Pada Selasa 9 Juli 2024 silam, KPK lantas menahan tiga tersangka itu di Rutan Cabang KPK. Tiga tersangka dimaksud adalah Bambang Anggono (BA, mantan General Manager PT PLN Unit Induk Pembangkitan Sumatera Bagian Selatan; Budi Widi Asmoro (BWA), mantan Manager Engineering PT PLN Unit Induk Pembangkitan Sumatera Bagian Selatan; dan Nehemia Indrajaya (NI) Direktur PT Truba Engineering Indonesia.

"Kami menetapkan tersangka sekaligus juga untuk melakukan penahanan terkait pekerjaan retrofit sistem sootblowing PLTU Bukit Asam PT PLN Persero Sumatera Bagian Selatan. KPK telah menetapkan 3 tersangka yaitu BA, BWA, dan NI," kata Wakil Ketua KPK, Alexander Marwata dalam konferensi pers di Gedung KPK, Jakarta Selatan, Selasa (9/7/2024) saat itu.

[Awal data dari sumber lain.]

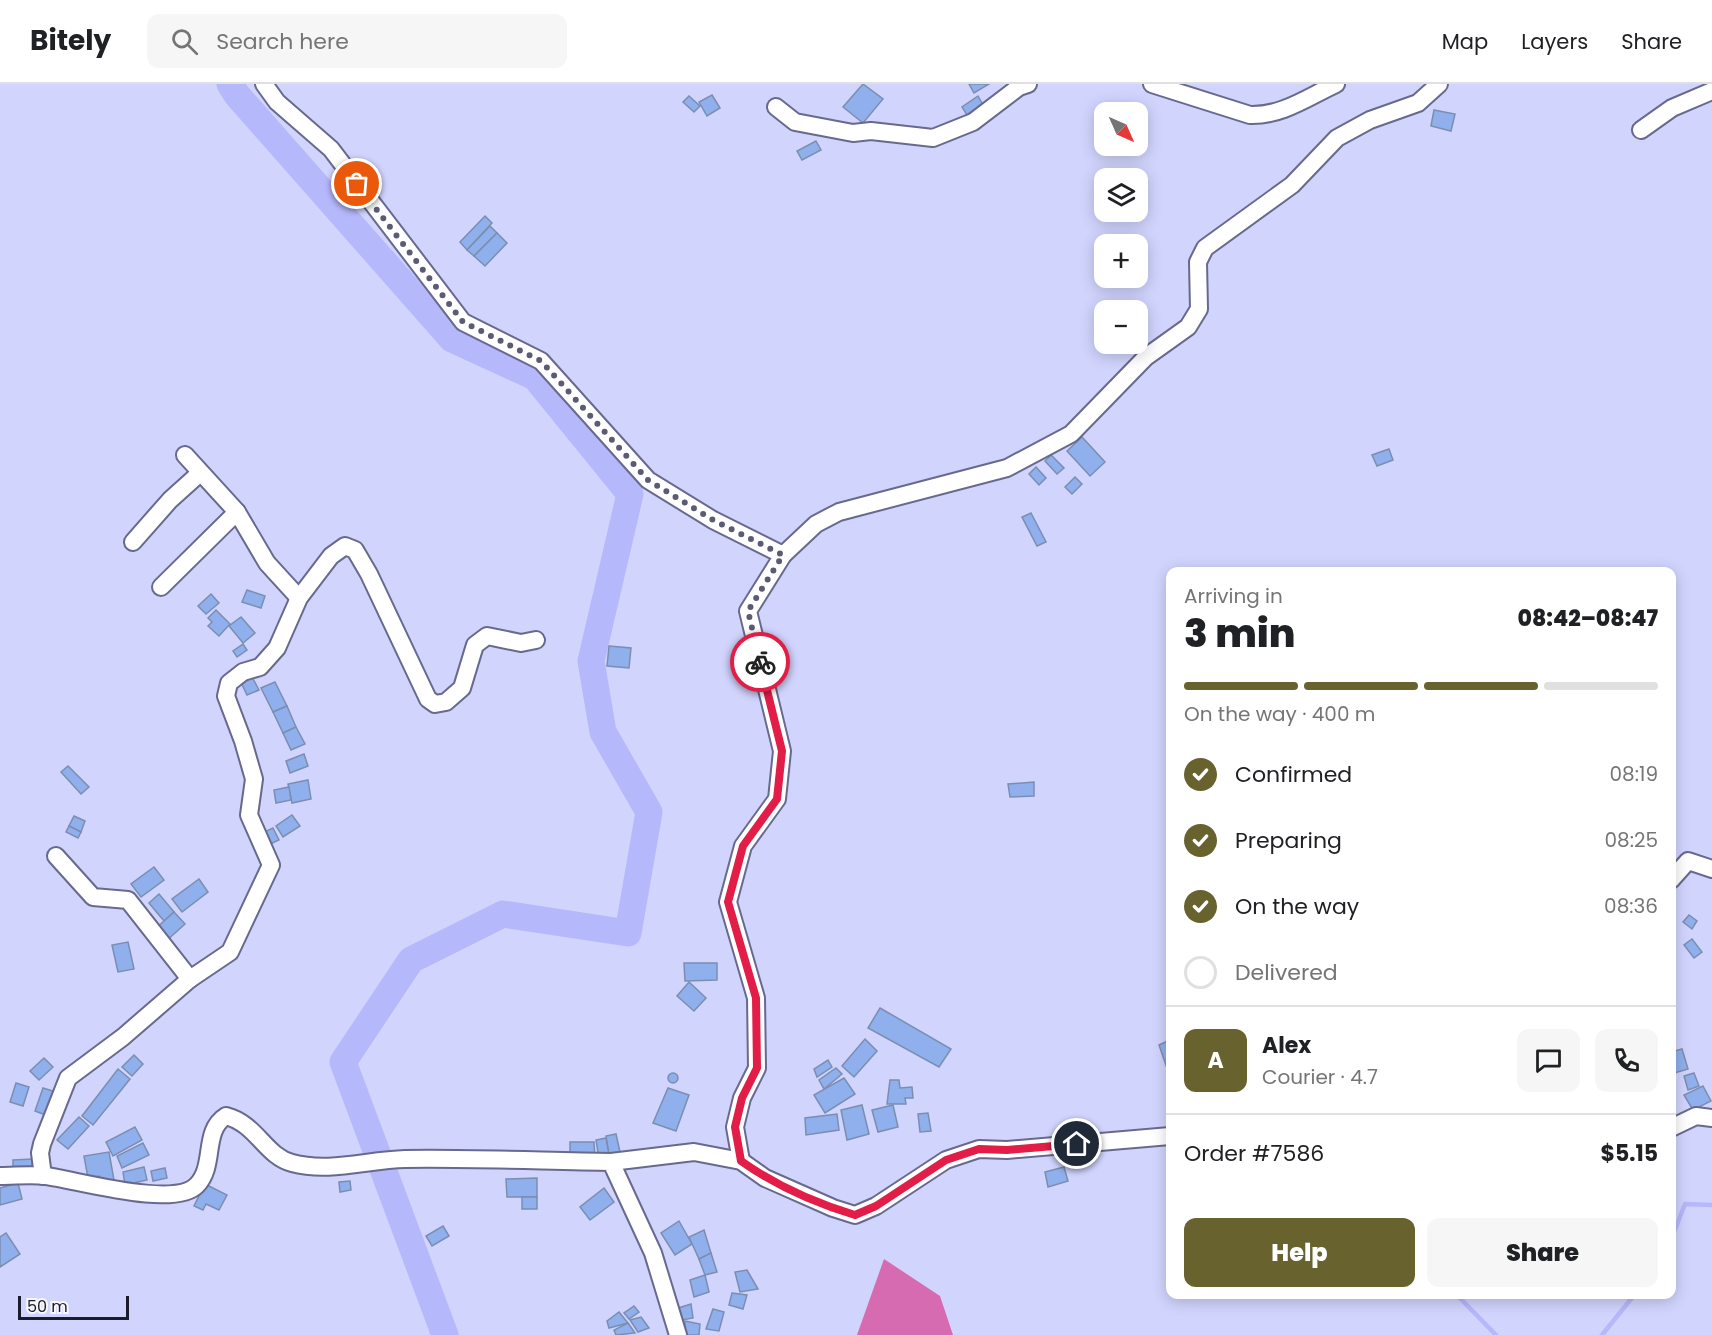 <!DOCTYPE html>
<html lang="en">
<head>
<meta charset="utf-8">
<style>
	:root { --surface:#fff; --page:#f6f6f6; --text:#202124; --muted:#757577; --line:#e0e0e0; --accent:#68622f }
	body { margin:0; font-family:Poppins,sans-serif; background:var(--page); color:var(--text); height:100vh; display:flex; flex-direction:column; font-size:22px; white-space:nowrap }
	* { box-sizing:border-box; margin:0 }
	p { font-size:20px; color:var(--muted) }
	.icon { flex:none; width:33px; height:33px; fill:none; stroke:currentColor; stroke-width:2; stroke-linecap:round; stroke-linejoin:round }
	.map { position:relative; flex:1; overflow:hidden }
	.drawer { position:absolute; left:1166px; top:483px; width:510px; height:732px; display:flex; flex-direction:column; background:var(--surface); border-radius:12px; box-shadow:0 3px 15px #0003 }
	.drawer>* { flex:none }
	.needle { width:39px; rotate:135deg }
	.tools { position:absolute; left:1094px; top:18px; display:grid; gap:12px }
	.tools a { display:grid; place-items:center; width:54px; height:54px; border-radius:12px; background:var(--surface); box-shadow:0 3px 15px #0003; font-size:30px }
	.scale { position:absolute; left:18px; bottom:15px; width:111px; box-sizing:border-box; padding-left:6px; border:3px solid #1b1c2b; border-top:0; font-size:16px; line-height:21px; white-space:nowrap; color:#1b1c2b; -webkit-text-stroke:4px #f8f8fc; paint-order:stroke }
	.pin { position:absolute; display:grid; place-items:center; width:51px; height:51px; color:#fff; margin:-26px; border:3px solid #fff; border-radius:50%; box-shadow:0 2px 6px #0007 }
	.courier { position:absolute; display:grid; place-items:center; width:60px; height:60px; margin:-30px; border:4px solid #e11d48; border-radius:50%; background:#fff; color:#222; box-shadow:0 2px 8px #0007 }
	.headline em { font-style:normal; font-weight:800 }
	.headline div { display:flex; flex-direction:column-reverse }
	.headline { display:flex; align-items:center; justify-content:space-between; height:102px; padding:0 18px }
	h1 { font-size:39px; font-weight:800; line-height:45px }
	.bar { display:grid; grid-template-columns:repeat(4,1fr); gap:9px 6px; align-content:center; height:72px; padding:0 18px }
	.bar i { height:8px; border-radius:4px; background:var(--line) }
	.bar .current { background:var(--accent) }
	.bar p { grid-column:span 4 }
	.line { display:flex; align-items:center; gap:15px; padding:0 18px; border-top:2px solid var(--line) }
	.line div { flex:1 }
	.round { display:grid; place-items:center; flex:none; width:63px; height:63px; border-radius:12px; background:var(--page) }
	ol { padding:0 18px; list-style:none }
	li { display:flex; align-items:center; gap:18px; height:66px }
	li p { margin-inline-start:auto }
	li .icon { padding:6px; border-radius:50%; background:var(--accent); color:#fff; stroke-width:4 }
	li:last-child { color:var(--muted) }
	li i { width:33px; height:33px; border:3px solid var(--line); border-radius:50% }
	.action { display:flex; gap:12px; margin-top:auto; padding:12px 18px }
	.action a { flex:1; height:69px; border-radius:12px; background:var(--accent); color:#fff; font-size:24px; font-weight:800; line-height:69px; text-align:center }
	.action a+a { background:var(--page); color:var(--text) }
	header { display:flex; align-items:center; gap:36px; box-sizing:border-box; height:84px; padding:0 30px; background:var(--surface); border-bottom:2px solid var(--line) }
	header strong { font-size:28px }
	nav { display:flex; gap:33px; margin-inline-start:auto; font-size:21px }
	.search { width:420px; height:54px; background:var(--page); display:flex; align-items:center; gap:15px; box-sizing:border-box; padding:0 21px; border-radius:12px; color:var(--muted); font-size:22px }
	.map>svg:first-child { display:block }
	.forest { fill:#d76bb1 }
	.lines { fill:none; stroke-linecap:round; stroke-linejoin:round }
	.stream { stroke:#b6b8fc; stroke-width:4.5 }
	.river { stroke:#b6b8fc; stroke-width:27 }
	.building { fill:#8fb0ec; stroke:#7b8eb1; stroke-width:1.5 }
	.minor-casing { stroke:#68698e; stroke-width:20 }
	.minor { stroke:#fff; stroke-width:16 }
	.done { stroke:#5b5c74; stroke-width:6; stroke-dasharray:0 10.8 }
	.route { stroke:#e11d48; stroke-width:8 }
</style>
</head>
<body>
<header>
<strong>Bitely</strong>
<div class="search"><svg class="icon" aria-label="search" viewBox="0 0 24 24"><circle cx="10" cy="10" r="6"/><path d="M15 15l6 6"/></svg>Search here</div>
<nav><a>Map</a><a>Layers</a><a>Share</a></nav>
</header>
<div class="map">
<svg width="1712" height="1251" viewBox="0 0 1712 1251">
	<rect width="100%" height="100%" fill="#d1d4fd"/>
	<polygon class="forest" points="884,1175 940,1212 953,1251 857,1251"/>
	<g class="lines">
		<g class="stream">
			<polyline points="1671,1156 1685,1120 1712,1121"/>
			<polyline points="1456,1210 1496,1251"/>
			<polyline points="1602,1251 1635,1210"/>
		</g>
		<polyline class="river" points="230,0 237,11 452,255 535,293 630,410 591,577 603,648 649,728 628,849 503,830 411,876 343,978 445,1251"/>
	</g>
	<g class="building">
		<polygon points="863,0 883,15 863,39 843,23"/>
		<polygon points="969,0 989,0 974,9"/>
		<polygon points="712,11 720,24 707,32 699,18"/>
		<polygon points="689,12 700,22 694,28 683,18"/>
		<polygon points="978,12 983,21 967,31 962,23"/>
		<polygon points="1434,26 1455,30 1451,47 1431,42"/>
		<polygon points="816,57 821,66 802,76 797,67"/>
		<polygon points="485,132 492,139 467,166 460,158"/>
		<polygon points="490,142 497,149 474,172 467,166"/>
		<polygon points="497,149 507,159 485,182 474,172"/>
		<polygon points="1082,353 1105,378 1090,392 1067,367"/>
		<polygon points="1389,365 1393,376 1377,382 1372,371"/>
		<polygon points="1051,371 1064,384 1057,390 1045,377"/>
		<polygon points="1036,383 1046,394 1039,401 1029,390"/>
		<polygon points="1075,393 1082,400 1072,410 1065,403"/>
		<polygon points="1031,429 1046,458 1037,462 1022,433"/>
		<polygon points="247,506 265,512 261,524 242,518"/>
		<polygon points="211,510 219,519 206,530 198,522"/>
		<polygon points="216,526 230,540 219,552 208,542 212,538 208,534"/>
		<polygon points="241,533 255,549 243,559 229,542"/>
		<polygon points="243,560 247,566 237,573 233,567"/>
		<polygon points="609,562 631,564 629,584 607,582"/>
		<polygon points="251,591 259,606 247,611 240,596"/>
		<polygon points="275,598 287,622 273,628 261,604"/>
		<polygon points="287,622 296,643 283,649 273,628"/>
		<polygon points="296,643 305,660 291,666 283,649"/>
		<polygon points="304,670 308,682 290,689 286,677"/>
		<polygon points="68,682 89,703 81,710 61,688"/>
		<polygon points="308,696 311,715 292,719 288,700"/>
		<polygon points="1034,698 1034,712 1010,713 1008,700"/>
		<polygon points="289,703 291,716 276,719 274,706"/>
		<polygon points="292,731 300,742 283,753 276,742"/>
		<polygon points="74,732 85,737 81,748 69,742"/>
		<polygon points="69,742 81,748 78,754 66,748"/>
		<polygon points="273,744 279,756 264,763 258,751"/>
		<polygon points="154,783 164,796 141,813 131,800"/>
		<polygon points="199,795 208,808 182,828 172,815"/>
		<polygon points="159,810 174,828 164,837 149,819"/>
		<polygon points="174,828 185,840 164,859 154,846"/>
		<polygon points="1689,831 1697,837 1692,845 1683,838"/>
		<polygon points="1692,855 1702,868 1694,874 1684,861"/>
		<polygon points="128,858 134,885 118,888 112,861"/>
		<polygon points="684,879 717,879 717,896 685,897"/>
		<polygon points="689,898 706,914 694,927 677,912"/>
		<polygon points="880,924 951,965 939,983 868,944"/>
		<polygon points="865,955 877,967 854,993 842,982"/>
		<polygon points="1170,956 1170,993 1159,961"/>
		<polygon points="1682,965 1688,985 1671,990 1671,968"/>
		<polygon points="134,971 143,980 132,992 122,983"/>
		<polygon points="44,974 53,983 39,996 30,987"/>
		<polygon points="828,976 832,983 817,993 814,985"/>
		<polygon points="836,984 842,990 824,1005 819,996"/>
		<polygon points="118,985 130,995 93,1041 82,1032"/>
		<circle cx="673" cy="994" r="5"/>
		<polygon points="1694,989 1699,1002 1688,1006 1684,992"/>
		<polygon points="844,994 855,1010 825,1029 814,1011"/>
		<polygon points="890,996 899,996 900,1004 912,1003 913,1014 905,1014 906,1020 887,1020"/>
		<polygon points="16,999 29,1003 23,1022 10,1018"/>
		<polygon points="1703,1002 1711,1017 1693,1026 1684,1011"/>
		<polygon points="43,1004 56,1008 48,1032 35,1027"/>
		<polygon points="668,1004 689,1011 676,1047 653,1039"/>
		<polygon points="862,1021 869,1050 847,1056 841,1026"/>
		<polygon points="893,1021 898,1043 878,1048 872,1026"/>
		<polygon points="928,1029 931,1047 920,1048 918,1030"/>
		<polygon points="837,1030 839,1046 806,1051 805,1034"/>
		<polygon points="79,1033 89,1042 68,1065 57,1056"/>
		<polygon points="135,1043 142,1056 113,1072 106,1058"/>
		<polygon points="616,1050 620,1068 609,1071 606,1052"/>
		<polygon points="606,1054 609,1071 599,1075 596,1056"/>
		<polygon points="570,1058 594,1058 595,1075 570,1076"/>
		<polygon points="143,1059 149,1071 122,1084 117,1072"/>
		<polygon points="109,1068 114,1096 100,1098 99,1092 88,1094 84,1072"/>
		<polygon points="32,1075 32,1088 13,1089 13,1076"/>
		<polygon points="144,1083 147,1096 125,1101 123,1088"/>
		<polygon points="1064,1083 1068,1097 1048,1103 1045,1088"/>
		<polygon points="165,1084 167,1094 153,1097 151,1087"/>
		<polygon points="537,1094 537,1113 507,1113 506,1095"/>
		<polygon points="350,1097 351,1106 340,1108 339,1098"/>
		<polygon points="18,1099 22,1115 0,1121 0,1104"/>
		<polygon points="205,1100 227,1111 219,1126 206,1120 203,1126 194,1122"/>
		<polygon points="604,1104 614,1118 590,1136 580,1123"/>
		<rect x="522" y="1113" width="15" height="12"/>
		<polygon points="679,1137 692,1160 675,1171 661,1149"/>
		<polygon points="443,1142 449,1152 432,1162 426,1152"/>
		<polygon points="704,1146 711,1169 699,1175 689,1153"/>
		<polygon points="6,1149 20,1170 0,1183 0,1153"/>
		<polygon points="711,1169 717,1188 705,1191 699,1175"/>
		<polygon points="747,1186 758,1205 740,1208 735,1188"/>
		<polygon points="705,1191 709,1208 694,1213 690,1196"/>
		<polygon points="732,1209 747,1211 743,1225 729,1221"/>
		<polygon points="691,1220 693,1234 682,1236 675,1225"/>
		<polygon points="634,1222 639,1228 629,1235 624,1229"/>
		<polygon points="713,1225 724,1228 719,1247 706,1245"/>
		<polygon points="619,1228 628,1239 609,1244 607,1237"/>
		<polygon points="641,1233 649,1244 638,1248 630,1236"/>
		<polygon points="685,1237 700,1240 699,1251 685,1251"/>
		<polygon points="628,1239 635,1249 616,1251 614,1246"/>
	</g>
	<g class="lines">
		<g class="minor-casing">
			<g id="minor">
				<polyline points="264,0 277,18 331,65 463,238 541,277 648,396 713,436 783,471 748,527 782,667 777,715 743,762 728,818 756,914 757,984 742,1014 735,1043 741,1077"/>
				<path d="M1152,0L1250,31C1282,32 1308,13 1336,0"/>
				<polyline points="776,23 795,38 853,49 871,47 933,54 973,38 1019,3 1028,0"/>
				<polyline points="1641,46 1672,24 1712,7"/>
				<polyline points="185,371 237,428 267,479 299,514"/>
				<polyline points="133,458 170,416 200,389"/>
				<polyline points="783,471 816,440 839,428 1007,384 1071,350 1146,273 1188,243 1199,225 1198,178 1205,164 1292,101 1337,54 1370,36 1418,19 1439,0"/>
				<polyline points="161,503 237,428"/>
				<polyline points="1671,796 1688,777 1712,785"/>
				<polyline points="190,895 230,868 271,781 249,731 254,695 243,657 226,612 229,599 243,588 260,583 277,564 299,514 331,472 345,462 355,466 369,490 428,615 435,620 446,618 462,604 475,561 487,552 521,559 536,556"/>
				<polyline points="1671,1044 1696,1032 1712,1034"/>
				<polyline points="611,1078 694,1068 741,1077 765,1094 833,1124 855,1131 876,1122 946,1076 979,1065 1007,1066 1170,1052"/>
				<path d="M0,1092C15,1092 31,1090 46,1092C77,1096 175,1125 197,1101C216,1081 202,1047 226,1032C257,1040 265,1072 292,1079C329,1089 367,1076 405,1075C474,1074 542,1077 611,1078L653,1169L678,1251"/>
				<polyline points="43,1092 40,1069 42,1060 68,994 123,953 190,895 128,816 93,813 56,772"/>
			</g>
		</g>
		<use href="#minor" class="minor"/>
	</g>
	<g class="lines">
		<polyline class="done" points="357,100 463,238 541,277 648,396 713,436 783,471 748,527 760,578"/>
		<path class="route" d="M760,578L782,667L777,715L743,762L728,818L756,914L757,984L742,1014L735,1043L741,1077C775,1101 815,1119 855,1131L876,1122L946,1076L979,1065L1007,1066L1077,1060"/>
	</g>
</svg>
<div class="tools">
<a><svg class="needle" viewBox="-14 -14 28 28"><path d="M0-13l5 13h-10z" fill="#e53935"/><path d="M0 13l5-13h-10z" fill="#757577"/></svg></a>
<a><svg class="icon" aria-label="layers" viewBox="0 0 24 24"><path d="M12 4l9 5-9 5-9-5zM3 14l9 5 9-5"/></svg></a>
<a>+</a>
<a>−</a>
</div>
<div class="scale">50 m</div>
<div class="pin" style="left:357px;top:100px;background:#ea580c"><svg class="icon" aria-label="bag" viewBox="0 0 24 24"><path d="M5 8h14l-1 12H6zM9 8a3 3 0 0 1 6 0"/></svg></div>
<div class="pin" style="left:1077px;top:1060px;background:#1f2937"><svg class="icon" aria-label="home" viewBox="0 0 24 24"><path d="M3 11l9-7 9 7M6 9v11h12V9"/></svg></div>
<div class="courier" style="left:760px;top:578px"><svg class="icon" aria-label="bike" viewBox="0 0 24 24"><circle cx="6" cy="16" r="4"/><circle cx="18" cy="16" r="4"/><path d="M6 16l4-8h5l3 8M10 8l3 8H6M13 5h3"/></svg></div>
<section class="drawer">
<div class="headline"><div><h1>3 min</h1><p>Arriving in</p></div><em>08:42–08:47</em></div>
<div class="bar"><i class="current"></i><i class="current"></i><i class="current"></i><i></i><p>On the way · 400 m</p></div>
<ol>
<li><svg class="icon" aria-label="check" viewBox="0 0 24 24"><path d="M5 12l5 5 9-10"/></svg>Confirmed<p>08:19</p></li>
<li><svg class="icon" aria-label="check" viewBox="0 0 24 24"><path d="M5 12l5 5 9-10"/></svg>Preparing<p>08:25</p></li>
<li><svg class="icon" aria-label="check" viewBox="0 0 24 24"><path d="M5 12l5 5 9-10"/></svg>On the way<p>08:36</p></li>
<li><i></i>Delivered</li>
</ol>
<div class="line" style="height:108px"><b class="round" style="background:var(--accent);color:#fff">A</b><div><b>Alex</b><p>Courier · 4.7</p></div><a class="round"><svg class="icon" aria-label="chat" viewBox="0 0 24 24"><path d="M4 5h16v11H9l-5 4z"/></svg></a><a class="round"><svg class="icon" aria-label="phone" viewBox="0 0 24 24"><path d="M5 4h4l2 5-3 2q2 4 5 5l2-3 5 2v4C11 20 4 13 5 4z"/></svg></a></div>
<div class="line" style="height:78px"><div>Order #7586</div><b>$5.15</b></div>
<div class="action"><a>Help</a><a>Share</a></div>
</section>
</div>
</body>
</html>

Alex mengatakan mereka akan ditahan selama 20 hari ke depan. Alex menyampaikan tiga tersangka itu ditahan di Rutan Cabang KPK. "Para tersangka dikakukan penahanan untuk jangka selama 20 hari pertama sejak hari ini 9 Juli 2024 sampai 28 Juli 2024 penahanan dilakukan di Rutan Cabang KPK," jelasnya.

Kronologi

Pada 17 Januari 2018, PT PLN (Persero) Pusat menyetujui usulan anggaran yang diajukan PT PLN Unit Induk Pembangkitan Sumbagsel. Diantaranya, memuat anggaran pengadaan retrofit sootblowing sistem PLTU Bukit Asam tahun 2018 sebesar Rp 52 miliar.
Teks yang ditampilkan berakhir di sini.